22 Jan 13
A new study by the European Union's food safety watchdog has found three widely used pesticides guilty of putting the health of honeybee colonies under serious threat. Scientists from the European Food Safety Authority (EFSA) warn that the risks posed to bees by the pesticides mean that these chemicals should only be used on crops that are not attractive to bees.
“Given the importance of bees in the ecosystem and the food chain and given the multiple services they provide to humans, their protection is essential,” EFSA states. The researchers said there needed to be “a much more comprehensive risk assessment for bees” and “a higher level of scrutiny for interpretation of field studies” before the pesticides are used on crops that are generally buzzing with pollinators.
EFSA studied the impact on bees of clothianidin, imidacloprid and thiamethoxam – all neonicotinoid insecticides, the most widely used family of pesticides, made by Switzerland's Syngenta and Germany's Bayer. In turn, the chemical giants funded a report published last Tuesday that estimates that a ban of these pesticides would cost farmers £620m in lost food production.
Neonicotinoid pesticides are applied to seeds, eliminating the problem of chemical run-off experienced with spray-based pesticides, but meaning that the chemicals tend to stay in the plant well after their intended use. The pesticide frequently appears in the plant’s nectar and pollen, and so bees are destined to interact with it.

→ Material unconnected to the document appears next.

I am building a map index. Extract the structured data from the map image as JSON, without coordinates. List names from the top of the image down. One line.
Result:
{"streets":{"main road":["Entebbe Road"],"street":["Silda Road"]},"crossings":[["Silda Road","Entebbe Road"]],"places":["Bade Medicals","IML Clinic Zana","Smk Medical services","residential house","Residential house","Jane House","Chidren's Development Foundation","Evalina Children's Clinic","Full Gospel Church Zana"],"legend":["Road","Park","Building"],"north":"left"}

For some European countries, EFSA’s findings and recommendation to discontinue use of neonicotinoid pesticides on bee-attracting crops, reinforces the steps they they have already taken. Countries such as Italy, France and Germany introduced regulations to restrict use of some members of this pesticide family when they witnessed the impact on bee colonies in their own studies. However, in other countries all three pesticides are being used freely. In the UK, for example, neonicotinoids are used on around three quarters of oilseed rape crops, which are often frequented by bees.

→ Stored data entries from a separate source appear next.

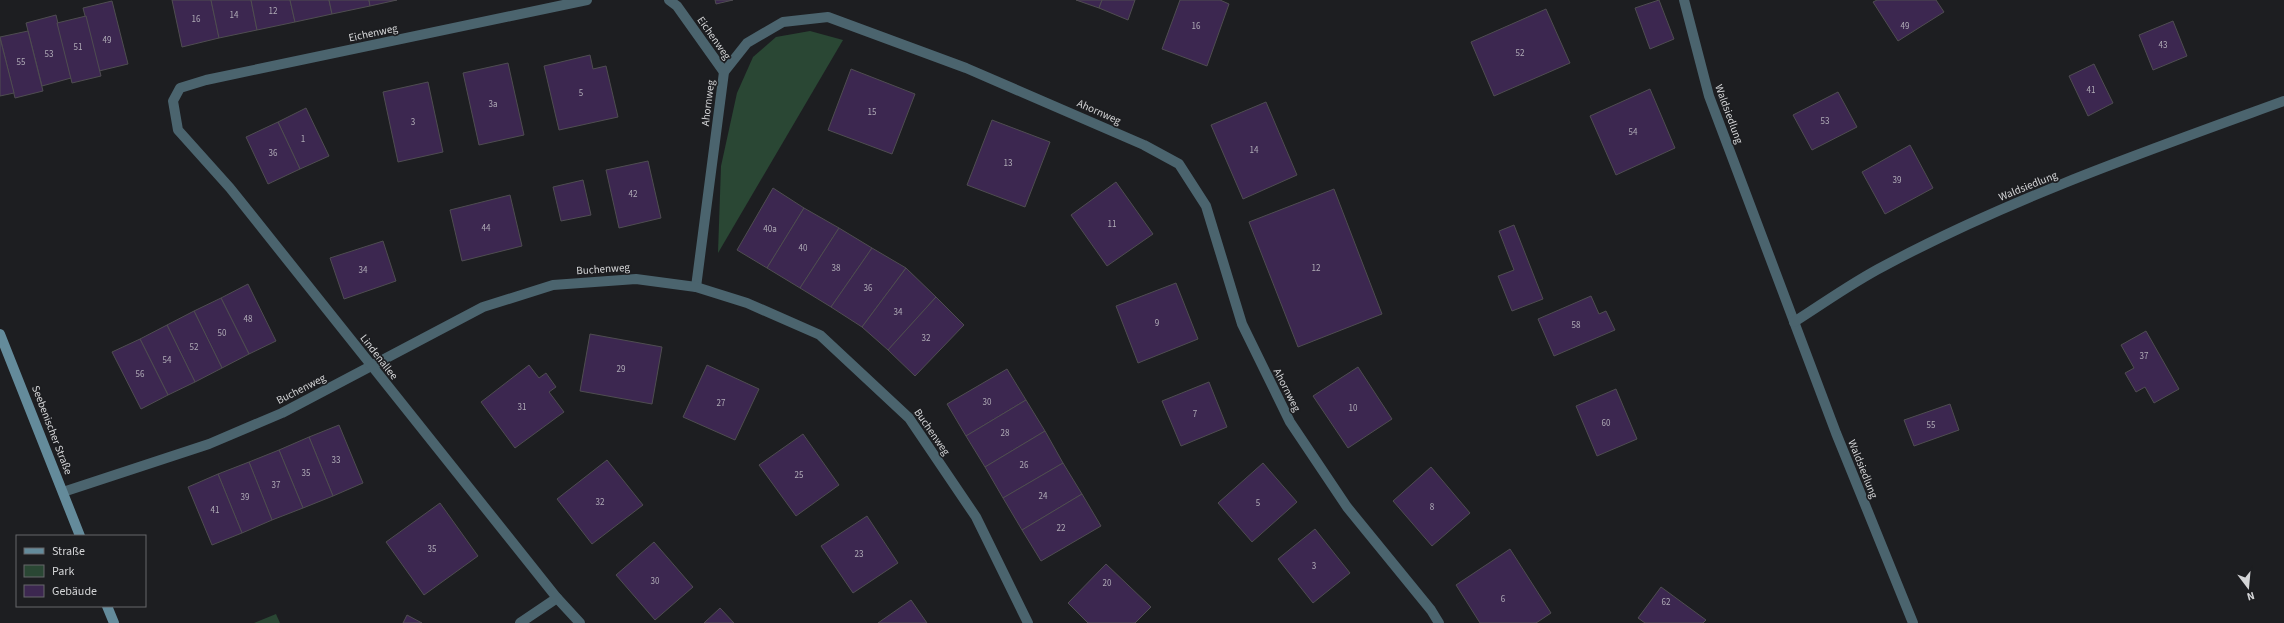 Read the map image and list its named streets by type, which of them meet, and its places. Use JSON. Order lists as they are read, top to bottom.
{
  "streets": {
    "main road": ["Seebenischer Straße"],
    "street": [
      "Eichenweg",
      "Ahornweg",
      "Waldsiedlung",
      "Buchenweg",
      "Lindenallee"
    ]
  },
  "crossings": [
    ["Eichenweg", "Ahornweg"],
    ["Eichenweg", "Lindenallee"],
    ["Ahornweg", "Buchenweg"],
    ["Buchenweg", "Lindenallee"],
    ["Buchenweg", "Seebenischer Straße"]
  ],
  "house_numbers": [
    "12",
    "14",
    "16",
    "16",
    "49",
    "49",
    "43",
    "51",
    "52",
    "53",
    "55",
    "41",
    "5",
    "3a",
    "15",
    "53",
    "3",
    "54",
    "1",
    "14",
    "36",
    "13",
    "39",
    "42",
    "11",
    "44",
    "40a",
    "40",
    "38",
    "12",
    "34",
    "36",
    "34",
    "48",
    "9",
    "58",
    "50",
    "32",
    "52",
    "37",
    "54",
    "29",
    "56",
    "30",
    "27",
    "31",
    "10",
    "7",
    "60",
    "55",
    "28",
    "33",
    "26",
    "35",
    "25",
    "37",
    "24",
    "39",
    "32",
    "5",
    "8",
    "41",
    "22",
    "35",
    "23",
    "3",
    "30",
    "20",
    "6",
    "62"
  ],
  "legend": ["Straße", "Park", "Gebäude"],
  "north": "bottom"
}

Beekeepers’ associations from Italy and France presented petitions to the European Parliament for the protection of bees on Monday, highlighting the sharp rise in mortality among bees in the EU due to the extensive use of pesticides. In support, the European Greens launched a campaign ''Give Bees A Chance: No to GMOs, No To Pesticides'' today.
The Slow Food Foundation for Biodiversity supports small-scale agriculture that uses crop rotation and other natural pest-control method and also works directly with communities of traditional beekeepers, including four Presidia projects - Satere-Mawe Native Bees Honey (Brazil), Tigray White Honey (Ethiopia), Wenchi Volcano Honey (Ethiopia) and Puebla Sierra Norte Native Bees Honey (Mexico) – and 22 honeys on the Ark of Taste .
The EFSA study is part of their broader investigation into bee health and the potential causes of colony collapse disorder for the European Commission.
Full details of the study can be found in this press release from EFSA.
Sign the petition to ban neonicotinoids pesticides
Search the Slow Stories archive
Latest Slow Stories
India | 20/01/2015 | In the Indian village of Khweng, the farmers are also fishers, and they pass their knowledge onto the younger...
Netherlands | 19/01/2015 | Founder and President of Slow Food International awarded the 2014 Johannes van Dam Prize in Amsterdam...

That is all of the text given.